Operant Conditioning: when an animal learns to associate its OWN BEHAVIORS with a reward or punishment. B. F. Skinner: famous for operant conditioning experiments done with birds and rats placed in a skinner’s box. Inside the box, the rat had to find and push a lever (usually by accident the first few times) and then it was rewarded with a piece of food. The rat then quickly learned to “ASSOCIATE” pushing the lever the getting a treat on ITS OWN.

Learning also takes place when animals play.

Play behavior enables animals to practice skills, such as catch prey. Also helps animals practice (1) social roles (2) sexual roles to perfect behaviors.

Cognition: to think or solve a problem

Cognitive ethology: study of animal cognition. Ex: Jane Goodall works with chimps.

When it comes to animal movement, many animals form cognitive maps.

These are symbols of spatial relationships of objects in their environment Birds migrate by using environmental cues such as the location of the sun, star, and earth magnetic field.

2 kinds of movements: (1) taxis (2) kinesis.

Taxis: toward or away from a stimulus.

Kinesis: change in activity rate in response to a stimulus. Ex: moths attracted to lights (taxis), moves around the light (kinesis).

Sociobiology: study of social behavior between 2 or more animas, concerned with behaviors such as aggression, courtship, cooperation, and deception. Emphasizes these social behaviors have evolution and thus maximize species success.

Niche: an organism’s role= its habitat, what it eats, whom it mates with and when, etc

Because members of a population share a common niche, there is a strong potential for conflict amongst the same species living in one area competing for food or a mate brings competitive social behaviors/ agnostic behavior.

This contest involves both (1) threatening and (2) submissive behaviors to determine 1 winner. Agnostic-behavior animals establish a Dominant Hierarchy/ pecking order.

Ex: Hens, α or top-ranked hen controls the behavior of all others. The β or second-ranked controls all beneath her in the hierarchy, except the α hen. Ω is the lowest animal.

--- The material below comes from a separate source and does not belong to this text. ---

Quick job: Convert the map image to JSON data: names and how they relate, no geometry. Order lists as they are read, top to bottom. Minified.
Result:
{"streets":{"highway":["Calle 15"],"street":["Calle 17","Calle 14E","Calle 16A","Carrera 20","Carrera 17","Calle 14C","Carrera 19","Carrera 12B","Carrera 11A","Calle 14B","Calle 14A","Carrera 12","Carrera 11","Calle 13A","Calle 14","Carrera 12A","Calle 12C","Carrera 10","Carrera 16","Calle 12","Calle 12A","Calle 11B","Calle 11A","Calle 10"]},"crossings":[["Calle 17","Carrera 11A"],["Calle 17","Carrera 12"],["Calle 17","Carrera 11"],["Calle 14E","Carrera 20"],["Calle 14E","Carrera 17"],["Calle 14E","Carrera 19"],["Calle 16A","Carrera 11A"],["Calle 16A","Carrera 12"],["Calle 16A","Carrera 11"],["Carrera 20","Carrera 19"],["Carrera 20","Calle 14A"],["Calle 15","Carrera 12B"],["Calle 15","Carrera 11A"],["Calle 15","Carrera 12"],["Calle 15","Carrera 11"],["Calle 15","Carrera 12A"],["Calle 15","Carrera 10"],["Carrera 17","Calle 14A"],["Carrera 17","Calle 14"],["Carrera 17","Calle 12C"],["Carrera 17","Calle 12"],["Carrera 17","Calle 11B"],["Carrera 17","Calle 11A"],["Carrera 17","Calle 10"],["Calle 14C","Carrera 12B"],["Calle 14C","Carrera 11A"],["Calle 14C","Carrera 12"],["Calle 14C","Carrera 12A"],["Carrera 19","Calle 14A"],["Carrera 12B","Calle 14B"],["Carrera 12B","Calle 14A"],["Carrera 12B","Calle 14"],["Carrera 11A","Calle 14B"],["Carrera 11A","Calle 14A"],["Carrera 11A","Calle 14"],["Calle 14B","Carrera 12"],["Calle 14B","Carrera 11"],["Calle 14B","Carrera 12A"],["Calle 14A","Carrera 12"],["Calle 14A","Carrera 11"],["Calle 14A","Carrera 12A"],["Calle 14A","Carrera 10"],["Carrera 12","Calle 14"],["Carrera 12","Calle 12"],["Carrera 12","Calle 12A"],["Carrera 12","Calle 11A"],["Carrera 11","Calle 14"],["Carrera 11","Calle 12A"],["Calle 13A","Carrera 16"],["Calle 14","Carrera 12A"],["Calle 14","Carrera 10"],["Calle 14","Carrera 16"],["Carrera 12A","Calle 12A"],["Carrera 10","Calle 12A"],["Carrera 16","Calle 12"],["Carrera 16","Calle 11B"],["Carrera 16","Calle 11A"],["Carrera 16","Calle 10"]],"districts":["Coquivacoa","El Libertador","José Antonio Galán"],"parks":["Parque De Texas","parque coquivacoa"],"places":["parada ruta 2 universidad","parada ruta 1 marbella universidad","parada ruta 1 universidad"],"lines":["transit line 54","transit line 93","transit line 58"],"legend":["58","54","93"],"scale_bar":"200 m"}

Home range: everywhere an animal wanders but doesn’t defend.

Territory: strongly defended, provides the animal with food, breeding area, and places to raise young. It usually limited to 2 species competing for the same niche in the environment.

Females are always choosier than males.

Females have a greater parental investment than males.

Females invest more time, energy, and resources to produce offspring. Eggs are much larger than sperm.

Males then to mate with as many females as possible.

“Chosen Male” males have evolved 20 characteristics to advertise their Darwinian fitness. Ex: bright plumage in birds, large antlers in deer, good genes, healthy.

Many males engage in ritualistic courtship behaviors to attract the attention of a female. Ex: Albatross birds: highly choreographed clicks, sounds, and movement.

In many species, mating is promiscuous- no strong lasting relationship.

Some animal species have Monogamous relationship- mates remain together for a longer period. May help leave more viable offspring because both parents help raise the young.

Polygamy: an individual of one sex mates with several others. 2 types: (1) polygyny (2) polyandry

Polygyny: one male mates with several females.

Polyandry: one female mates with several males.

Most animals are Nocturnal, rely on auditory, sound signals, or olfactory, scent signals, such as pheromones.

Altruism: animals behave in a way that reduces their individual fitness for the benefit of others. Ex: a squirrel gives off high pitched alarm call to alert the others about the predators getting closer.

Altruistic behavior is usually done when members of a population are related to some degree.

Coefficient of Relatedness: determines whether altruistic behavior will occur. Ex: Siblings genes have a coefficient of relatedness of 50%. Cousins have 12.5%.

Parents are most likely to exhibit altruistic behavior.

Reciprocal altruism: some animals behave altruistically towards non-relatives (very rare, limited to humans). Ex: Wolves may offer food to other wolves even though they share no kinship.

THE BIOSPHERE Ecology: the study of the interactions between organisms and their environment.

Environment: 1) biotic—living factors, ex: animals, plants, fungi, protest, bacteria. 2) abiotic—non-living factos, ex: rocks, temperature, precipitation.

All Ecological interactions have come about due to evolution.

Levels of Ecology: 1) Organism: one individual.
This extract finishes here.